Sprawa, która doprowadziła do tego wyroku, rozpoczęła się w 2018 roku, gdy kontrolerzy zauważyli włączoną telewizję na monitorze LCD w pewnej firmie. Mimo że nie był to tradycyjny telewizor, to uznali oni, że sprzęt wymaga rejestracji i nałożyli kilkaset złotych kary za nieopłacony abonament. Firma odwołała się do wojewódzkiego sądu administracyjnego (WSA). WSA stanął po jej stronie. NSA jednak nie zgodził się z WSA i poparł kontrolerów. Sąd uznał, że abonament RTV nie jest opłatą za posiadanie konkretnego urządzenia, lecz za możliwość korzystania z publicznych radia i telewizji.

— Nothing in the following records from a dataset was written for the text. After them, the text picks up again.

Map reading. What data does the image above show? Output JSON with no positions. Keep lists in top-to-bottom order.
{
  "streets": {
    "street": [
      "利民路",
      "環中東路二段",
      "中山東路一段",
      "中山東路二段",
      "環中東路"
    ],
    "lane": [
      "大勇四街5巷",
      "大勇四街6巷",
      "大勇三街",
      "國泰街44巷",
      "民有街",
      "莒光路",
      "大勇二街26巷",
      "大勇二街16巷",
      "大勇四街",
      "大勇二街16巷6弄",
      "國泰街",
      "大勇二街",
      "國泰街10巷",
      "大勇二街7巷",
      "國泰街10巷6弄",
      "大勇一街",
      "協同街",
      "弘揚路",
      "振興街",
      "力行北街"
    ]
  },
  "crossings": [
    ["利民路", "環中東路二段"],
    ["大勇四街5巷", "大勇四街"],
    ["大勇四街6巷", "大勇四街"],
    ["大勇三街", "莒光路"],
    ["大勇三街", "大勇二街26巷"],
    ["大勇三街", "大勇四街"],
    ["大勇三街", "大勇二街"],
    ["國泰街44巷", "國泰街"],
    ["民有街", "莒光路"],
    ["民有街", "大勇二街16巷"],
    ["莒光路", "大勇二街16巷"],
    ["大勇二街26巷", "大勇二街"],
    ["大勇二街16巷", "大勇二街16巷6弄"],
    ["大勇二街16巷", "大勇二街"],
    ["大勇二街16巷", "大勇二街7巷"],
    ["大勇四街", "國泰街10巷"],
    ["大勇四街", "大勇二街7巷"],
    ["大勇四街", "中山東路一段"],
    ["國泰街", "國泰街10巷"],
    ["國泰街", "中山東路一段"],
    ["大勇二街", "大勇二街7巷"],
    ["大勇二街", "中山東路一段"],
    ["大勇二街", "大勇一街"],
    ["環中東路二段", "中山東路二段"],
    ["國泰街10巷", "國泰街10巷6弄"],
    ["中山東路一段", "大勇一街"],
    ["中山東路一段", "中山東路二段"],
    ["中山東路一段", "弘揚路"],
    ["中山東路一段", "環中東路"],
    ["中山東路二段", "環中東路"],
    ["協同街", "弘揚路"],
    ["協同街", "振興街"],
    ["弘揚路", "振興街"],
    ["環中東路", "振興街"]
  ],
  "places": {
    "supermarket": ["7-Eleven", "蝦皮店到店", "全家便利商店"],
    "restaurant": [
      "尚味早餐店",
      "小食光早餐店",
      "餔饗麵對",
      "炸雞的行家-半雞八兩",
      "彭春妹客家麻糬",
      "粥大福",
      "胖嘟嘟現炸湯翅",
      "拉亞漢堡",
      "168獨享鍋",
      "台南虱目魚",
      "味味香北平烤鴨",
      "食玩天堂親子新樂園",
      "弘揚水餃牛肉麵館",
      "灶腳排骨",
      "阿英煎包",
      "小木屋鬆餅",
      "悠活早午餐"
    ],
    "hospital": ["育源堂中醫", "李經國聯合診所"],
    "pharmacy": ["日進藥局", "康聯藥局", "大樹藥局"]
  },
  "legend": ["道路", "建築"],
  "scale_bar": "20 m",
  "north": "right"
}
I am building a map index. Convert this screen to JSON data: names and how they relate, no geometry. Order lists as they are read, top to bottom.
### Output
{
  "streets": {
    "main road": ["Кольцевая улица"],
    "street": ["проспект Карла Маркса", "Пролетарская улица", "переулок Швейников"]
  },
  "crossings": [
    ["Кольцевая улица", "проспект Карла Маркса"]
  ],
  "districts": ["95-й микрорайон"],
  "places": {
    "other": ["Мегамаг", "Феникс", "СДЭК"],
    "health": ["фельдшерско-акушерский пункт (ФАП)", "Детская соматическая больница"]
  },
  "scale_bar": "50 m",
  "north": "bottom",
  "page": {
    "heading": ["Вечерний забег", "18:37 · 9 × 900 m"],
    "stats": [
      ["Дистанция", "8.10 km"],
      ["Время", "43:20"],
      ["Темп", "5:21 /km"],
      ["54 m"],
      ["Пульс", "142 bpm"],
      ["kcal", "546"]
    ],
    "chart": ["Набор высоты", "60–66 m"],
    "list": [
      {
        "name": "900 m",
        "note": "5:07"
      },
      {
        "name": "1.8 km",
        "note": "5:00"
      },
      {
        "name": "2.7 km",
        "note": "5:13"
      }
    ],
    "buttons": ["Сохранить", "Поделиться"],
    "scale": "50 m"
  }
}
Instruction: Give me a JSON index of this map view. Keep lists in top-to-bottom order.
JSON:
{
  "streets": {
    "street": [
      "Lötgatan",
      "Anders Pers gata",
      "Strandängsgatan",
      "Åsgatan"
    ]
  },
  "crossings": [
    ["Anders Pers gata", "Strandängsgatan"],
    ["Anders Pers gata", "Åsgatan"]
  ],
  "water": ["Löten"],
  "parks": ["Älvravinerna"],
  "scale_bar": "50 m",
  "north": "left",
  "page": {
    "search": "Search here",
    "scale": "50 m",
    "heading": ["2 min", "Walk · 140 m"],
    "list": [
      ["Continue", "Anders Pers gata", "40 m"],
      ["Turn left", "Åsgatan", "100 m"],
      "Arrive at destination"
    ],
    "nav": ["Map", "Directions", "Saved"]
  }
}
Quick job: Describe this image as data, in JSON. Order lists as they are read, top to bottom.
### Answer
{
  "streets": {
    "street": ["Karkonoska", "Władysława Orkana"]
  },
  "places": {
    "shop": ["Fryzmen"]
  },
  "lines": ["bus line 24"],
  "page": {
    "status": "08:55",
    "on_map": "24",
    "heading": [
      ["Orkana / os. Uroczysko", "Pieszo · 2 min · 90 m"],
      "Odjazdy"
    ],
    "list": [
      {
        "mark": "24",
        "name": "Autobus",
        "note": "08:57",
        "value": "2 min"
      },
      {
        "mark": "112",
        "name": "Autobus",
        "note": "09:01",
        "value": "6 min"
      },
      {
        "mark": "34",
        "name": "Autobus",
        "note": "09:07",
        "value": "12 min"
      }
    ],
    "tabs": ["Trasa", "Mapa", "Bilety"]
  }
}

Kto jest zwolniony z płacenia abonamentu RTV?
Prawo do zwolnienia z opłacania abonamentu RTV przysługuje:
• osobom, które ukończyły 75 rok życia,
• osobom zaliczonym do I grupy inwalidzkiej,
• weteranom będącym inwalidami wojennymi (wojskowymi),
• osobom, które ukończyły 60 lat i mają prawo do emerytury, której wysokość nie przekracza miesięcznie kwoty 50 proc. przeciętnego wynagrodzenia.